- Working data:
+===+

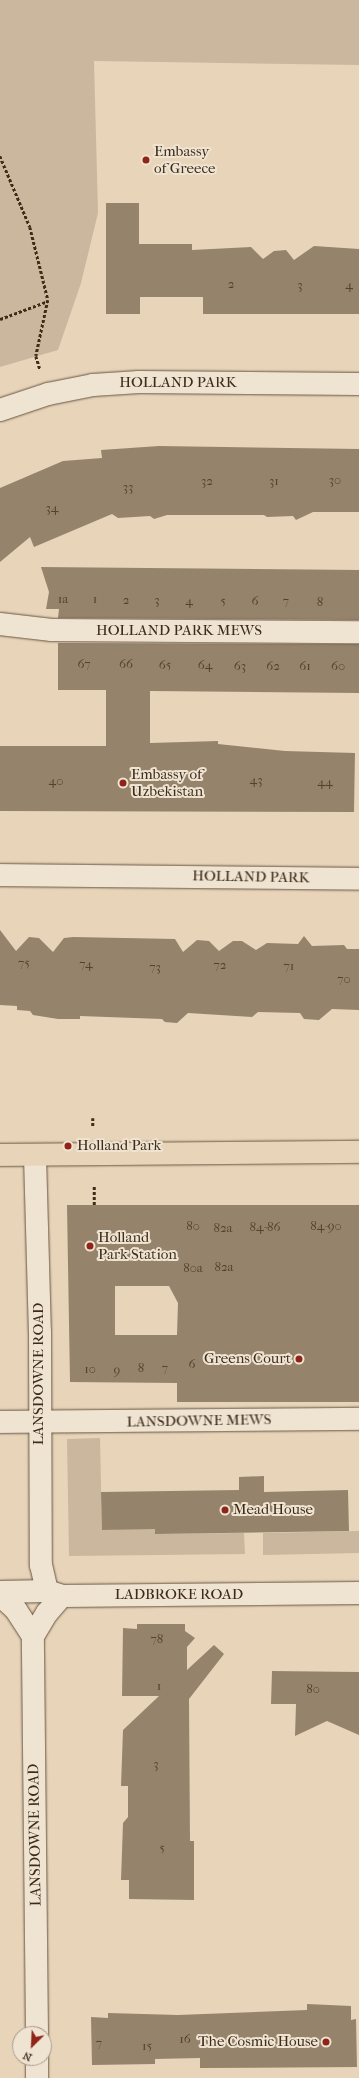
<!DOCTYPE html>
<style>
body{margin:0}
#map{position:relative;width:359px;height:2078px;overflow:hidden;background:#e7d4b9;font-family:"IM FELL French Canon",serif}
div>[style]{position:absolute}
.green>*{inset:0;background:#cab79e}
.building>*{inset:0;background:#96836c}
.path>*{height:2.5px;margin-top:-1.25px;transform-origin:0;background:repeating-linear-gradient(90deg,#3e2c19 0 3px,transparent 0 5px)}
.roads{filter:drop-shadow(0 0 1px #685641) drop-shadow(0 0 1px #685641)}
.minor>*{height:22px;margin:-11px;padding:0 11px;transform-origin:11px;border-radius:11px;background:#efe3d2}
.primary>*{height:22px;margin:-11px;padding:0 11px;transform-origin:11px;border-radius:11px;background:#e7d4b9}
.dots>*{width:11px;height:11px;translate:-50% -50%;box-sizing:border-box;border:2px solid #efe3d2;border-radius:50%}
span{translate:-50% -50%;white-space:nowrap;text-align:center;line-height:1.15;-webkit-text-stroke:4px #efe3d2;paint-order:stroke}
.number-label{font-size:13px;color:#54422e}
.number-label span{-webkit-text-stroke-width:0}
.poi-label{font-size:15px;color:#3e2c19}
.left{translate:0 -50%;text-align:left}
.right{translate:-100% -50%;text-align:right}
.street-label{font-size:15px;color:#3e2c19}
.north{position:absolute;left:12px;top:2026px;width:40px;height:40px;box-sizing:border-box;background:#efe3d2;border:1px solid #a89a88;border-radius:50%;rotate:204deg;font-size:11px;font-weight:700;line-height:16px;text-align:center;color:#3e2c19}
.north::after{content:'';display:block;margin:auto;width:14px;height:18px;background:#8f2418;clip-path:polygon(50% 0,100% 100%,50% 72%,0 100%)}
</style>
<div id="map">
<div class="green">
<i style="clip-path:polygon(0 0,359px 0,359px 65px,94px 61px,98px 213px,81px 283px,58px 350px,0 367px)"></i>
<i style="clip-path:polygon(100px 1438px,102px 1530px,155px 1527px,155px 1534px,244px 1533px,245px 1554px,69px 1556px,67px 1439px)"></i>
<i style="clip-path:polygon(359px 1531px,359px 1553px,263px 1555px,263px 1533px)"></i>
</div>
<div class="building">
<i style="clip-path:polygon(106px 203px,139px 203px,139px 244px,192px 244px,192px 250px,251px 247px,263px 259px,274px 251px,286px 250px,294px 260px,314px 246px,359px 249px,359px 314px,203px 314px,203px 297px,140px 297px,140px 314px,106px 314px)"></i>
<i style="clip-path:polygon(159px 446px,359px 449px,359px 512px,313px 512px,296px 520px,293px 516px,267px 517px,264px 515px,167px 515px,154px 519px,150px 516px,118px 518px,112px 514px,34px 547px,30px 537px,0 562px,0 488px,63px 461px,102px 458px,101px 450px)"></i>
<i style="clip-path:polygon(41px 567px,359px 570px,359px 620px,58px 618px,59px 609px,46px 609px,49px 592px)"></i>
<i style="clip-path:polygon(58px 643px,359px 644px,359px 693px,150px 691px,150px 743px,218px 741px,218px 744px,285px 751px,355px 753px,354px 812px,0 811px,0 746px,106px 746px,106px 690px,58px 690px)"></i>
<i style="clip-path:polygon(0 930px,16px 951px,29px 937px,39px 938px,53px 952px,64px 938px,73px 937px,175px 939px,183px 952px,197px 940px,209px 941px,219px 951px,233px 941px,242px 941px,256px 950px,267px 943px,298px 944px,304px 936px,312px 946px,344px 945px,347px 949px,359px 949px,359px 1010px,332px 1009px,319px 1020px,304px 1019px,300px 1013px,258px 1012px,252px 1017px,188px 1013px,177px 1023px,165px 1022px,162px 1019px,80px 1016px,80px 1019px,58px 1019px,33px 1015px,30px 1011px,17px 1010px,17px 1006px,0 1005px)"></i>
<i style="clip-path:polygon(evenodd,67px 1205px,359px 1205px,359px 1402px,177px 1402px,177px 1383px,70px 1382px,67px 1205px,115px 1286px,169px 1286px,178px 1303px,177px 1335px,115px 1335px,115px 1286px)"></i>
<i style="clip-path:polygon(264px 1476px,264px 1492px,348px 1490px,349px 1531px,155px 1534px,155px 1529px,102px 1530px,101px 1492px,239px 1490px,239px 1477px)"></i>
<i style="clip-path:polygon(137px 1624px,185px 1624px,185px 1631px,195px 1638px,187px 1647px,187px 1670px,214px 1645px,224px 1654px,189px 1699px,190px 1841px,194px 1841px,194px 1900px,129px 1899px,129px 1880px,121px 1880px,123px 1823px,128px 1817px,128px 1786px,121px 1786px,123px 1730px,159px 1696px,122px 1696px,123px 1628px,137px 1629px)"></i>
<i style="clip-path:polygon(272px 1671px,359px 1672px,359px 1735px,327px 1721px,295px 1736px,296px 1704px,271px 1704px)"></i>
<i style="clip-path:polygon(307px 2004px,351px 2006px,351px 2020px,356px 2019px,357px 2067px,200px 2068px,200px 2058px,155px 2059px,155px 2064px,92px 2065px,91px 2017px,108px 2018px,108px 2013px,178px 2015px,307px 2010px)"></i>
</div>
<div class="path">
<i style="left:0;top:156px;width:77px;rotate:67.1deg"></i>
<i style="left:30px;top:227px;width:75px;rotate:76.1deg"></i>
<i style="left:48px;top:300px;width:57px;rotate:102.1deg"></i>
<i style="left:36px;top:356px;width:14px;rotate:73deg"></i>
<i style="left:0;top:319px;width:51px;rotate:-20.6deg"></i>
<i style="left:93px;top:1118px;width:9px;rotate:90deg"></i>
<i style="left:94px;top:1205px;width:19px;rotate:-90deg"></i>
</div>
<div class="roads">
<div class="minor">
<i style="left:0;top:410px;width:51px;rotate:-18.4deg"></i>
<i style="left:48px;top:394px;width:46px;rotate:-11.3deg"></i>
<i style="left:93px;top:385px;width:46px;rotate:-3.7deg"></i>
<i style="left:139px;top:382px;width:220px;rotate:0.5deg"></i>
<i style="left:0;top:624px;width:52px;rotate:6.6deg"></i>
<i style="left:52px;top:630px;width:307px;rotate:0.4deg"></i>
<i style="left:0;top:875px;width:359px;rotate:0.6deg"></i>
<i style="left:35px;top:1156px;width:176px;rotate:88.4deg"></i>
<i style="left:40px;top:1332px;width:233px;rotate:89.8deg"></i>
<i style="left:41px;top:1565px;width:27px;rotate:77deg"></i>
<i style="left:0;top:1422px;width:359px;rotate:-0.5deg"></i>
<i style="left:0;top:1592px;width:47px;rotate:-1.2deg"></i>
<i style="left:47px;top:1591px;width:16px;rotate:18deg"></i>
<i style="left:62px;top:1596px;width:297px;rotate:-0.6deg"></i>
<i style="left:0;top:1595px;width:22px;rotate:43deg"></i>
<i style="left:16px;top:1610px;width:31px;rotate:57deg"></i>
<i style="left:37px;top:2034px;width:398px;rotate:-90.6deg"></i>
<i style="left:33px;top:1636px;width:27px;rotate:-59deg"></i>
<i style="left:47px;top:1613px;width:23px;rotate:-49deg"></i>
<i style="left:37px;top:2078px;width:20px;rotate:-90deg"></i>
</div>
<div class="primary">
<i style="left:0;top:1155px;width:359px;rotate:-0.5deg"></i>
</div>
</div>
<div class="dots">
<i style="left:146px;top:160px;background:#8f2418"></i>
<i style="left:123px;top:783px;background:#8f2418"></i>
<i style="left:68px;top:1146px;background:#8f2418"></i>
<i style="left:90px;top:1246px;background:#8f2418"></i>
<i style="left:299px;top:1359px;background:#8f2418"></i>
<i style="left:225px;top:1510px;background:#8f2418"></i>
<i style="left:326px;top:2042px;background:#8f2418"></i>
</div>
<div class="number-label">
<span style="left:231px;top:284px">2</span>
<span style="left:300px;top:285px">3</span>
<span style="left:349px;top:285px">4</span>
<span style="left:335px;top:480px">30</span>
<span style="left:207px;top:481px">32</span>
<span style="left:274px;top:481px">31</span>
<span style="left:128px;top:487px">33</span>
<span style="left:52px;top:508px">34</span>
<span style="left:63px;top:599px">1a</span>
<span style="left:95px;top:599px">1</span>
<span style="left:126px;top:600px">2</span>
<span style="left:157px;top:600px">3</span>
<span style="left:189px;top:601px">4</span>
<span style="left:223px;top:601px">5</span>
<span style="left:255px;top:601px">6</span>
<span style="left:286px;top:601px">7</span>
<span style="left:320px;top:602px">8</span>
<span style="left:84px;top:664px">67</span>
<span style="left:126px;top:664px">66</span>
<span style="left:165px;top:665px">65</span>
<span style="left:205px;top:665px">64</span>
<span style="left:240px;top:666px">63</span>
<span style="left:273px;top:666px">62</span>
<span style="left:305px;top:666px">61</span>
<span style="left:338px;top:666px">60</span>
<span style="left:256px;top:780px">43</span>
<span style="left:56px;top:781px">40</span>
<span style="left:325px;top:782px">44</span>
<span style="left:24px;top:963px">75</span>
<span style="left:86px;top:964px">74</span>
<span style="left:220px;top:965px">72</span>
<span style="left:289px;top:966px">71</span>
<span style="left:155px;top:967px">73</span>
<span style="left:344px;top:979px">70</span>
<span style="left:193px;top:1226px">80</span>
<span style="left:326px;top:1226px">84-90</span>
<span style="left:265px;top:1227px">84-86</span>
<span style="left:223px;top:1228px">82a</span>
<span style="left:224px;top:1267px">82a</span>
<span style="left:193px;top:1268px">80a</span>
<span style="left:192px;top:1364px">6</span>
<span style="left:141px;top:1368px">8</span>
<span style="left:165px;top:1368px">7</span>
<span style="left:90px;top:1369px">10</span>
<span style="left:117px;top:1370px">9</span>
<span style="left:157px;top:1639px">78</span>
<span style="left:159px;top:1686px">1</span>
<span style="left:313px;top:1689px">80</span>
<span style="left:156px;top:1764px">3</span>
<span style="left:162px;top:1848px">5</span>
<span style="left:185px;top:2039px">16</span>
<span style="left:99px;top:2043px">7</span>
<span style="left:147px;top:2046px">15</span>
</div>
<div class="poi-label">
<span class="left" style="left:154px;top:160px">Embassy<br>of Greece</span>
<span class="left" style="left:131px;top:783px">Embassy of<br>Uzbekistan</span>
<span class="left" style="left:77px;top:1146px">Holland Park</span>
<span class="left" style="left:98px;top:1246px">Holland<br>Park Station</span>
<span class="right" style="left:291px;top:1359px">Greens Court</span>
<span class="left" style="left:233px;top:1510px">Mead House</span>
<span class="right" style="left:318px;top:2042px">The Cosmic House</span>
</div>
<div class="street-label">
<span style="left:178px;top:383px">HOLLAND PARK</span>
<span style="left:179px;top:631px">HOLLAND PARK MEWS</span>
<span style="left:251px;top:877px;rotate:1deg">HOLLAND PARK</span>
<span style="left:39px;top:1374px;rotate:-90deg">LANSDOWNE ROAD</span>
<span style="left:199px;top:1421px;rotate:-1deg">LANSDOWNE MEWS</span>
<span style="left:179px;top:1595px">LADBROKE ROAD</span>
<span style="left:35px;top:1835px;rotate:-91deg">LANSDOWNE ROAD</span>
</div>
<div class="north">N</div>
</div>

+===+

Exactly the lines from the top of the listing through the line holding "1px #685641) drop-shadow(0" should be repeated, with pictures left out.

- Task answer:
<!DOCTYPE html>
<style>
body{margin:0}
#map{position:relative;width:359px;height:2078px;overflow:hidden;background:#e7d4b9;font-family:"IM FELL French Canon",serif}
div>[style]{position:absolute}
.green>*{inset:0;background:#cab79e}
.building>*{inset:0;background:#96836c}
.path>*{height:2.5px;margin-top:-1.25px;transform-origin:0;background:repeating-linear-gradient(90deg,#3e2c19 0 3px,transparent 0 5px)}
.roads{filter:drop-shadow(0 0 1px #685641) drop-shadow(0 0 1px #685641)}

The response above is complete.